## Exercise directions:
All lines in the data bearing the string "stream" should be identified and copied.

==================================================

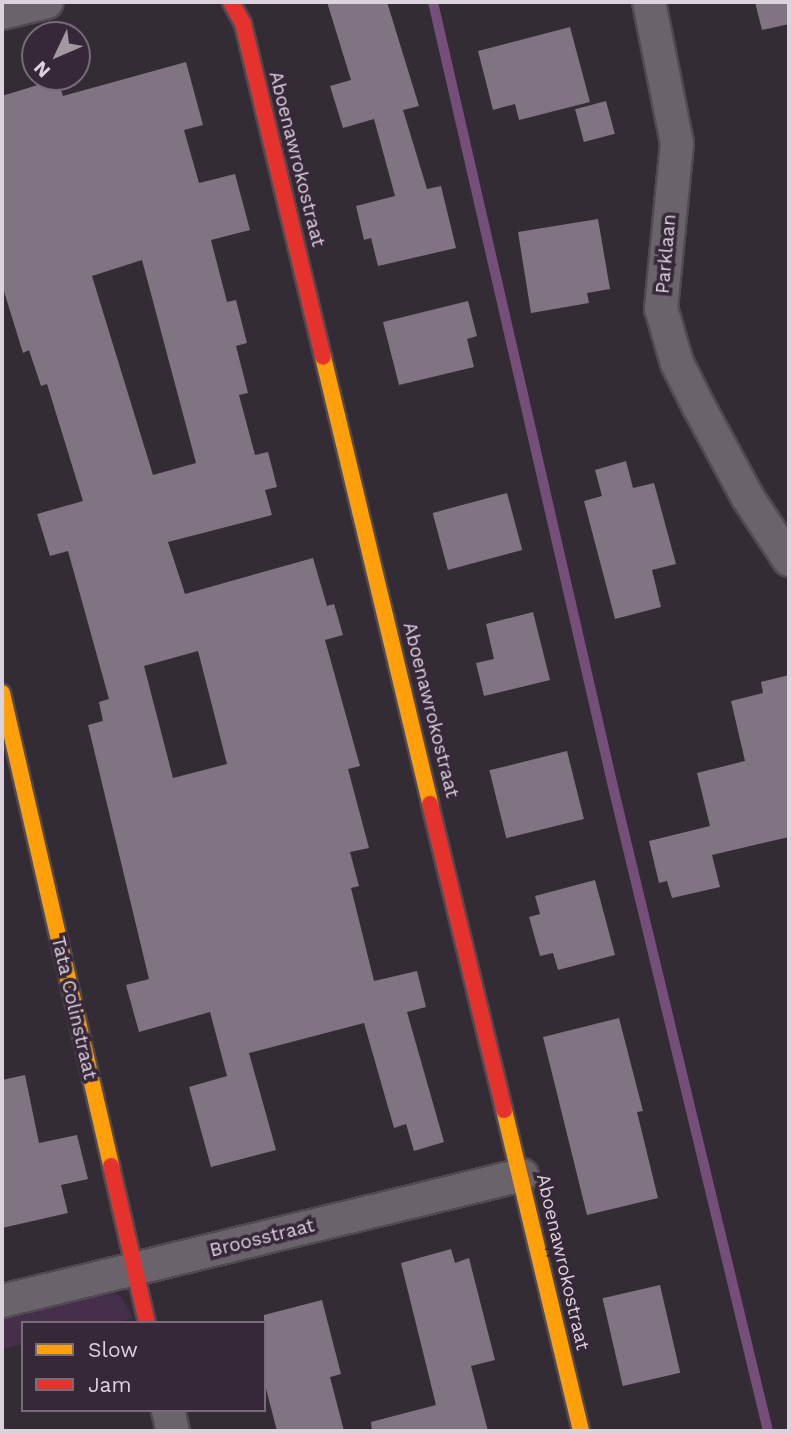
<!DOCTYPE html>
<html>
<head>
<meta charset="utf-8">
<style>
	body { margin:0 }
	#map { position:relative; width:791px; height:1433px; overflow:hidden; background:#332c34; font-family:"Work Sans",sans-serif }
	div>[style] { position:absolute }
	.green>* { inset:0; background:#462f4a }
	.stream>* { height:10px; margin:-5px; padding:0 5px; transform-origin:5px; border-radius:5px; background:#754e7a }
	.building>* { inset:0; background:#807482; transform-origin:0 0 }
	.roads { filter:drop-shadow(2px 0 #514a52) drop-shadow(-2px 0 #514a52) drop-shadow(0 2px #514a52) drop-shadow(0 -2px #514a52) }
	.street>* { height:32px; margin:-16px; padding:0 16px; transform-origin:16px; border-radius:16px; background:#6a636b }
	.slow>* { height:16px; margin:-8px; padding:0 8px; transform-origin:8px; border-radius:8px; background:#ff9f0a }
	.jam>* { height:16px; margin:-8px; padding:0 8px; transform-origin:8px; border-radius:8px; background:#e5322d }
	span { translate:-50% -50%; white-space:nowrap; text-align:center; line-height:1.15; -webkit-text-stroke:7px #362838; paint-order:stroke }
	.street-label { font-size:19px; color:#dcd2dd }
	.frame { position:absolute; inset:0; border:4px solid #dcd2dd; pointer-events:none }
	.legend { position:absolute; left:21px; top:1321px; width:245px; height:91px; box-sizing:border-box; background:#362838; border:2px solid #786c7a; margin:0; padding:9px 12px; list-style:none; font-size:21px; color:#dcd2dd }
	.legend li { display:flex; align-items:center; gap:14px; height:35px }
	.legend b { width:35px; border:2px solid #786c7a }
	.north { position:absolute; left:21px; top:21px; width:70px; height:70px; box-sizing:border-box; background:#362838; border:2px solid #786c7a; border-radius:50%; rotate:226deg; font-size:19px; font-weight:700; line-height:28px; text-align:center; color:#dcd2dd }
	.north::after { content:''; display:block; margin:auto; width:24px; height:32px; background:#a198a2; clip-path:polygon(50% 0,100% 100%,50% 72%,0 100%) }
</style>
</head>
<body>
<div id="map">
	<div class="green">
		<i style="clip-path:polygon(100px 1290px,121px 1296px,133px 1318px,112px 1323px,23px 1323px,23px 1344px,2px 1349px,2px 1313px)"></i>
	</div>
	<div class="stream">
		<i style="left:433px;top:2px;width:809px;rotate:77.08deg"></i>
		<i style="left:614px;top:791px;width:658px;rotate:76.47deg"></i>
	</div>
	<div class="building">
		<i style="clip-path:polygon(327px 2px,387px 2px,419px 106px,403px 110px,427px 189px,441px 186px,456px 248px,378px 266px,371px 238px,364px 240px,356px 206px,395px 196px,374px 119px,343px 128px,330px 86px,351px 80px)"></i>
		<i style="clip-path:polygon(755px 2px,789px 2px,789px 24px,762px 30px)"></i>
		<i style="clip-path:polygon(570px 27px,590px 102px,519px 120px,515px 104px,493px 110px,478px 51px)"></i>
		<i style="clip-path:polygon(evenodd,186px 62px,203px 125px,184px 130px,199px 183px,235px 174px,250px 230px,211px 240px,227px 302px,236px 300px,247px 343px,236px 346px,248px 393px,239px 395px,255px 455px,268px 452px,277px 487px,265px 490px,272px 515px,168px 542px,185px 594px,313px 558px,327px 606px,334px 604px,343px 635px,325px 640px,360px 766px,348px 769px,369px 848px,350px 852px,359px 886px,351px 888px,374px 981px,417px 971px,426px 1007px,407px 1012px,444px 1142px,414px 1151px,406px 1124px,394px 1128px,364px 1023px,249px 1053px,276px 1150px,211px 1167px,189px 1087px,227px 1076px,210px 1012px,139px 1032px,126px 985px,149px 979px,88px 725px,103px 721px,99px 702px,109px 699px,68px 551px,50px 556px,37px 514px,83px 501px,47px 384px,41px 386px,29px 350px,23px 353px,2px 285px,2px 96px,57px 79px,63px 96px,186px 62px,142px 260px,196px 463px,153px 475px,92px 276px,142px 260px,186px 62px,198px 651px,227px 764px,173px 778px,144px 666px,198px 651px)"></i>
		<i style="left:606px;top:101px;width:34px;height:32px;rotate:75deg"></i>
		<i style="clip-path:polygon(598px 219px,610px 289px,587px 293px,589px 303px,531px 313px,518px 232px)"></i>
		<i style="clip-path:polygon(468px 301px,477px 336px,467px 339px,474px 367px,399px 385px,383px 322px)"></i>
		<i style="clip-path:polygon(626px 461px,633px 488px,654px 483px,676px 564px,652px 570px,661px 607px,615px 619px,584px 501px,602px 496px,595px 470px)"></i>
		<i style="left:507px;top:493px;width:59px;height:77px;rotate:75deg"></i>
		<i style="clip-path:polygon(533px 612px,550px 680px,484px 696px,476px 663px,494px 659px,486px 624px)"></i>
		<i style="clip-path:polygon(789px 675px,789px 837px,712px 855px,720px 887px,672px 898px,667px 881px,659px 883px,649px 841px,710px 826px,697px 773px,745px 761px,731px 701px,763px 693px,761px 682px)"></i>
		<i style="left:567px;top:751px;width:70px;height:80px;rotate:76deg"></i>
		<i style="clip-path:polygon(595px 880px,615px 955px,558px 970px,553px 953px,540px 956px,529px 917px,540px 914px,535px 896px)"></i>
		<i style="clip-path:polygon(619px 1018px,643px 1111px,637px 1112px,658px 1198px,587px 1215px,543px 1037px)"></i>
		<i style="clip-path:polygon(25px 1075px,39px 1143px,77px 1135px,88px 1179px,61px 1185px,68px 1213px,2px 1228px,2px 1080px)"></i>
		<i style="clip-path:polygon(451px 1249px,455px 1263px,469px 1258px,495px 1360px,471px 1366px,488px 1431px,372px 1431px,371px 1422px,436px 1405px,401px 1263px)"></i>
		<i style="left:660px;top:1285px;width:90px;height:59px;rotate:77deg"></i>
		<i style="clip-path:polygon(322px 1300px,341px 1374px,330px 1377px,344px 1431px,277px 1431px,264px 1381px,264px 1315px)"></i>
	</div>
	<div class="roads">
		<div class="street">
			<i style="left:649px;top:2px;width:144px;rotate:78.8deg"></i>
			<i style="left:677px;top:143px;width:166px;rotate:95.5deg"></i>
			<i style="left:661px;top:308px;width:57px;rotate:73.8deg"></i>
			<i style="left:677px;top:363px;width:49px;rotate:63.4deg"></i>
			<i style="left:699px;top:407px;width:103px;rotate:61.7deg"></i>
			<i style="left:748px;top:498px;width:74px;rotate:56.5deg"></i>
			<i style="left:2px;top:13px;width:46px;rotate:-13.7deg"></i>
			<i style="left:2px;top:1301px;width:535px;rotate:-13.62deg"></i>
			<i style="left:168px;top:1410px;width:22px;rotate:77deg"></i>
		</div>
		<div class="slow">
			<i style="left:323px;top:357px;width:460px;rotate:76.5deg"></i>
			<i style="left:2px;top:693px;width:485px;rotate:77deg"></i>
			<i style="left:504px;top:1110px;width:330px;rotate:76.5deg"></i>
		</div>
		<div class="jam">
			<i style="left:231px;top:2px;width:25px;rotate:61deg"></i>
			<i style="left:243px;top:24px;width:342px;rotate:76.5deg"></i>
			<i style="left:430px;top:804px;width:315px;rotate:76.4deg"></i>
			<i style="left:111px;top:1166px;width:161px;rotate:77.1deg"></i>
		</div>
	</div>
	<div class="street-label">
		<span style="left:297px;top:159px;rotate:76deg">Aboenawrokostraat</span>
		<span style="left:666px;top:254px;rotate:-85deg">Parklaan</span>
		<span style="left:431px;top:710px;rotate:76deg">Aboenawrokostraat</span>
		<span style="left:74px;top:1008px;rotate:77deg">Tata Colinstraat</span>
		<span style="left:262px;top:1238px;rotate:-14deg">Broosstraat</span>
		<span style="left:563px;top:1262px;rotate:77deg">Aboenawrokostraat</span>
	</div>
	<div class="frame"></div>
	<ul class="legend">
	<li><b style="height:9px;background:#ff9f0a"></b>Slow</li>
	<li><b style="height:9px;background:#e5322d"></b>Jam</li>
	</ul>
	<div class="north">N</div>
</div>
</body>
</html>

==================================================

## Completed task:
	.stream>* { height:10px; margin:-5px; padding:0 5px; transform-origin:5px; border-radius:5px; background:#754e7a }
	<div class="stream">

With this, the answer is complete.